A controversial, anti-gay pastor was invited by Rep. Ernie Leidiger, a Republican from Mayer, Minn., to start Friday morning's session with a prayer at the Minnesota House, drawing anger and criticism from both sides of the aisle, MyFox9.com reports.
Bradlee Dean ended his prayer saying, "It's not about the Baptists, not about the Catholics alone, or the Lutherans, or the Evangelicals, or any other denomination, but rather the head of the denomination, and his name is Jesus, as every president up until 2008 has acknowledged and we pray it in Jesus' name."
House Majority Leader Kurt Zellers took responsibility and immediately apologized after Dean's opening prayer, calling for a restart, asking the regular House chaplain to say another prayer.
"I denounce him, his actions and his words. A person like that will never, ever be allowed on this House floor again as long as I am speaker," Zellers said.

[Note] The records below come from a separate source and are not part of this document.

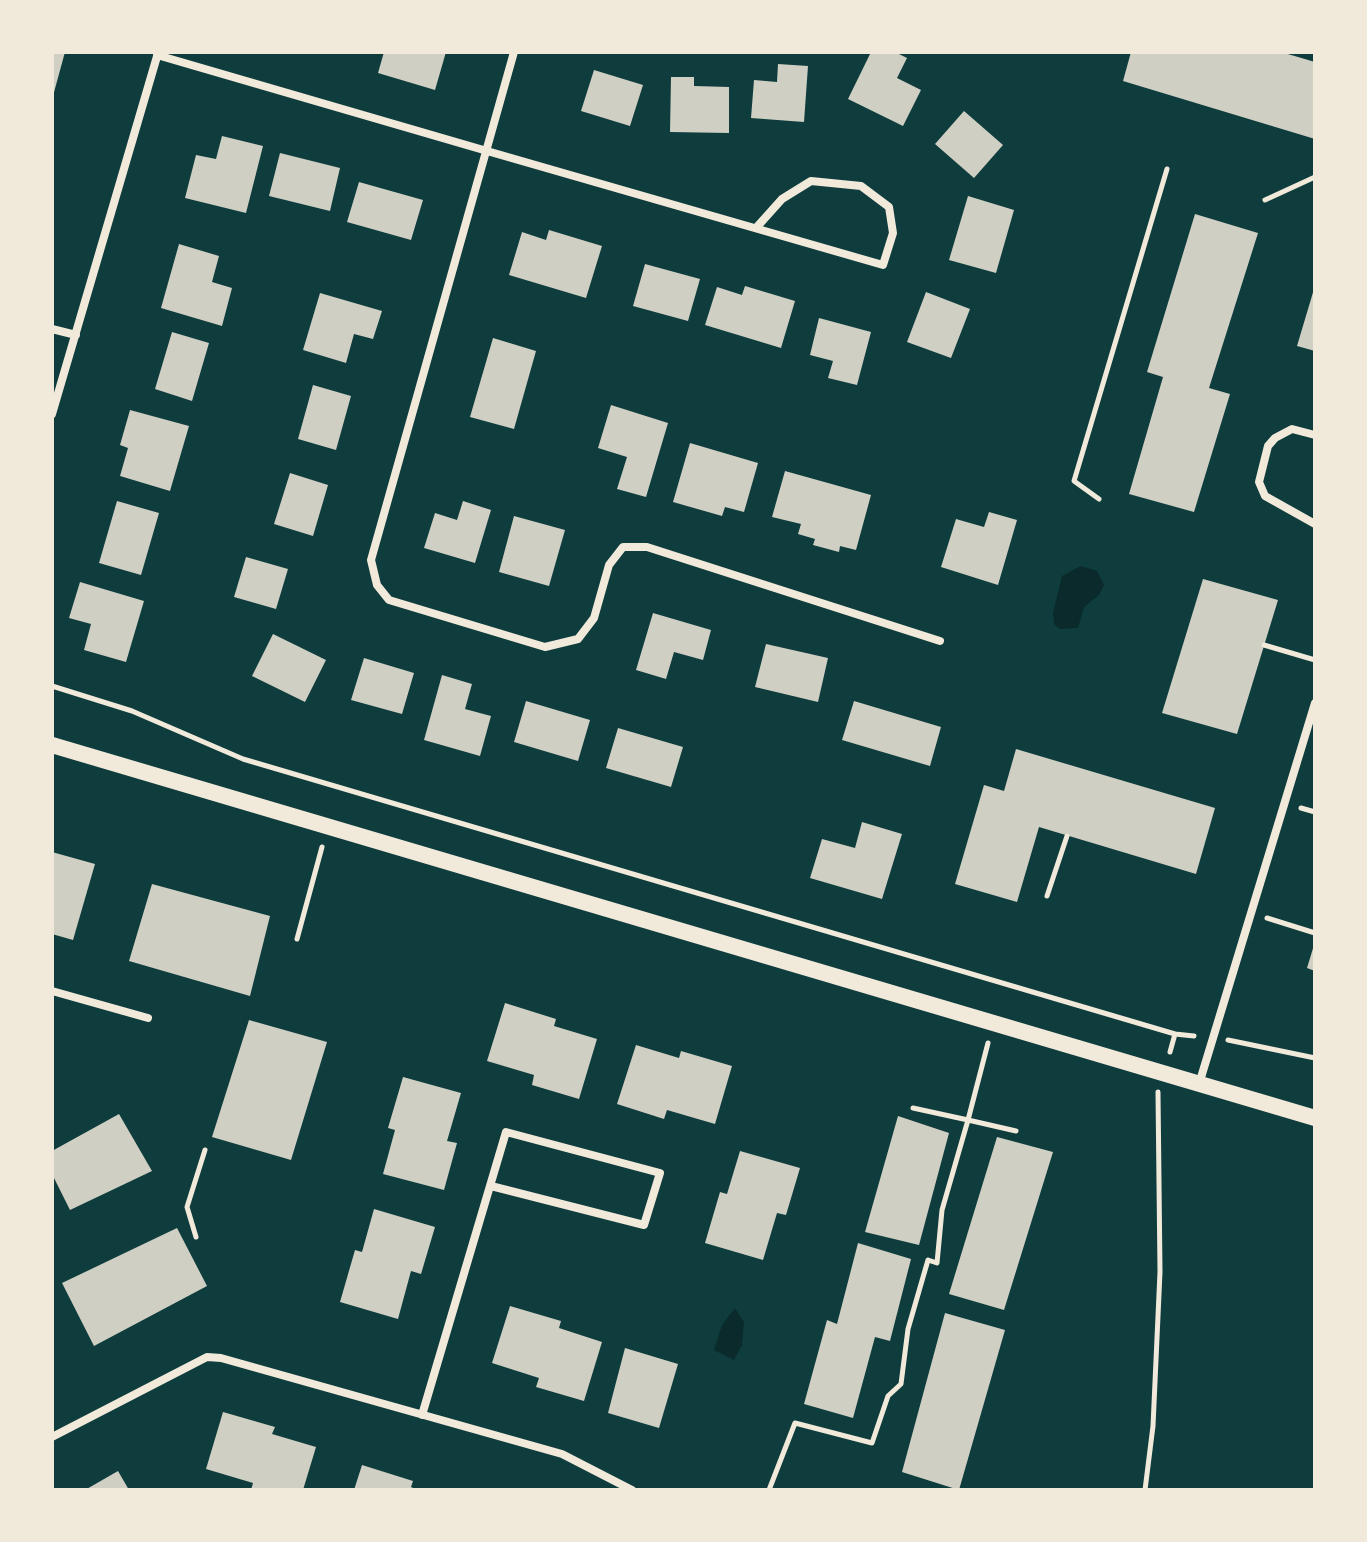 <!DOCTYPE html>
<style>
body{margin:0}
#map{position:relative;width:1367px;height:1542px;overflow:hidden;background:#0f3d3e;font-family:Quicksand,sans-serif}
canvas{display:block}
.frame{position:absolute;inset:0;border:54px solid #f1e9da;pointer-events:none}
</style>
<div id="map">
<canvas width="1367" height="1542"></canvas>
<div class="frame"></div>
</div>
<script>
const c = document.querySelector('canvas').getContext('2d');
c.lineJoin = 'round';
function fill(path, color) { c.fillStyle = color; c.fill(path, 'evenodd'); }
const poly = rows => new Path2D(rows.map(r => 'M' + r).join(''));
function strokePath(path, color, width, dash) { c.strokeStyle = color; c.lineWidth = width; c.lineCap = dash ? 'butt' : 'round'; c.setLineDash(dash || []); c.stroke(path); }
fill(poly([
 [1081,566,1097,571,1104,585,1099,595,1084,607,1078,628,1060,629,1054,624,1053,613,1062,576],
 [735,1308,744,1322,742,1345,734,1360,714,1350,722,1325]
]), '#0a2a2b');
fill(poly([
 [52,52,65,52,53,96,52,96],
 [384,52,446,52,435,90,378,73],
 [871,52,895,52,907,58,897,78,921,90,903,126,848,99],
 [1131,52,1281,52,1315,62,1315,139,1123,81],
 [778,64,808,66,804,122,751,118,754,80,777,82],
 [594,70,643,85,630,126,581,111],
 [671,77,694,77,694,86,729,87,729,133,670,132],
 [964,111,1003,145,974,178,935,144],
 [222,136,263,146,246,213,185,198,196,155,216,159],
 [280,153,340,168,330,211,269,196],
 [359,182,423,200,411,240,347,222],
 [968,196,1014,210,996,273,949,260],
 [1195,214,1258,233,1209,388,1230,394,1194,512,1129,494,1163,377,1147,372],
 [549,230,602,246,586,298,509,275,522,232,546,240],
 [179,244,219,256,212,282,232,288,222,326,161,308],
 [645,264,700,279,688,321,633,306],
 [745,286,795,301,781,348,705,325,717,287,742,295],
 [1314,289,1315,289,1315,351,1297,346],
 [926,292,970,309,951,358,907,342],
 [320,293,382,311,373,339,354,334,346,363,303,350],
 [819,318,871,332,857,385,828,378,833,361,810,355],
 [172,332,209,343,192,401,155,389],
 [493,338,536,351,514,429,470,417],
 [313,385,351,396,336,450,298,439],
 [611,405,668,423,646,497,617,489,627,457,598,448],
 [130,410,189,426,170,491,120,476,128,448,120,445],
 [690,443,758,463,744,512,725,507,722,516,673,502],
 [785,471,871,495,856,550,840,546,839,552,813,545,815,539,798,534,801,524,772,517],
 [290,473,328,485,313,536,274,524],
 [117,501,159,513,141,575,99,563],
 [463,501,491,510,475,563,424,548,435,513,457,520],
 [989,512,1017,520,998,585,941,567,956,519,984,527],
 [514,516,565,530,549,586,499,572],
 [246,557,288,569,276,609,234,597],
 [1203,579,1278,600,1237,734,1162,713],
 [80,582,144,601,126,662,84,650,91,624,69,618],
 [653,613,711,630,703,660,674,652,666,679,636,670],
 [273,634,326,660,305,702,252,676],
 [766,644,828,658,818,702,755,687],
 [364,658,414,673,402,714,351,700],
 [442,675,472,684,465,709,491,716,480,756,424,740],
 [526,701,590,720,578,761,514,742],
 [854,701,941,727,930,766,842,740],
 [618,728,683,747,671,787,606,768],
 [1016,749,1215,808,1196,874,1039,827,1017,902,955,884,984,785,1004,791],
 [862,822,902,834,882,899,810,878,822,839,855,848],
 [52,852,95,864,73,940,52,934],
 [152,884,270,916,250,996,129,961],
 [1314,945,1315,945,1315,971,1307,968],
 [505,1003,556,1019,554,1026,597,1039,579,1099,532,1085,534,1075,487,1061],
 [249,1020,327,1042,291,1160,212,1137],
 [636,1045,679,1058,681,1051,732,1066,715,1124,667,1110,664,1119,617,1104],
 [403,1077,461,1093,447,1141,457,1143,444,1190,383,1174,395,1130,388,1128],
 [119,1114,152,1171,70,1210,52,1174,52,1151],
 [898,1116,949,1133,919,1245,865,1232],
 [997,1137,1053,1152,1004,1310,949,1294],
 [740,1151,800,1168,786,1215,777,1213,763,1260,705,1243,720,1192,727,1194],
 [374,1209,435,1227,421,1274,411,1271,398,1319,340,1302,355,1250,362,1252],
 [177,1228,207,1286,94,1346,62,1283],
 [858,1243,911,1259,890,1341,875,1337,853,1418,804,1404,827,1320,837,1324],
 [510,1306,561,1321,559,1328,602,1342,584,1401,536,1387,539,1378,492,1363],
 [945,1313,1005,1330,959,1490,902,1472],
 [625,1348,678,1364,659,1428,608,1413],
 [223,1412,275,1427,272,1434,316,1447,303,1490,251,1490,253,1483,206,1469],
 [362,1465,413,1481,411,1487,417,1490,354,1490],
 [118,1471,129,1490,85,1490]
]), '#cfcfc3');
strokePath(poly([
 [1265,200,1315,177],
 [1099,499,1074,481,1167,169],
 [1264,645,1315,660],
 [52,686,132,711,243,759,1175,1034],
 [1301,808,1315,812],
 [1047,896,1067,836],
 [1267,918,1315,933],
 [297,939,322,847],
 [1228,1040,1315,1058],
 [1170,1052,1175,1034,1194,1036],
 [913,1108,968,1120,988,1043],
 [196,1237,187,1207,205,1150],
 [769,1490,795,1423,872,1443,888,1396,901,1384,908,1329,928,1260,937,1263,942,1210,968,1120,1016,1131],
 [1145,1490,1153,1426,1160,1272,1158,1092]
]), '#f1e9da', 5);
strokePath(poly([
 [514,52,371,560,377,585,389,600,545,647,578,639,594,618,609,565,623,547,647,547,940,641],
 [157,55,487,151,883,265,893,233,889,207,861,186,811,181,782,199,756,228],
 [52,329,76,335],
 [52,414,158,53],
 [1315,435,1292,429,1275,438,1268,446,1259,482,1265,496,1315,524],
 [52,991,148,1018],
 [1199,1084,1315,703],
 [422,1415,506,1132,660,1173,644,1225,491,1186],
 [52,1437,207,1357,221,1358,562,1454,632,1490]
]), '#f1e9da', 8);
strokePath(poly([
 [52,745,1315,1118]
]), '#f1e9da', 16);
</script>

Bradlee Dean -- the controversial preacher who on Friday questioned President Obama's Christianity in a prayer on the Minnesota House floor -- went on his radio show Saturday to say his prayer "didn't have anything to do with Obama."
Dean was blown away by the response to his prayer, he said on his radio program, Sons of Liberty. "I went into them chambers with total respect [sic]," he said. "I feel like Martin Luther, innocently nailing the 95 theses on the wall, and I'm not even Catholic."
At one point, a caller from Minneapolis challenged Dean to admit he was, in fact, referring to Obama. "That's splitting hairs," Dean responded.
"I didn't say we weren't a Christian nation, Obama did," Dean said. "If you want to point the finger at someone denying Christianity in our country, you might want to talk to Obama about it, because I didn't say it."
House DFLers are upset that a legislative journal scrubbed mention of the controversial religious leader who gave a divisive prayer before Friday's floor session.
Democrats on Saturday wanted to know why the Journal of the House, the historical record of the day's legislative work, had no mention of pastor Bradlee Dean offering the prayer. Dean had said that Jesus Christ is the "head of the denomination ... as every president up until 2008 has acknowledged."
"I am not trying to make this a difficult thing, but I think it's important to have this civic discussion," said DFL Rep. Terry Morrow, who questioned the omission of Dean's name on the House floor.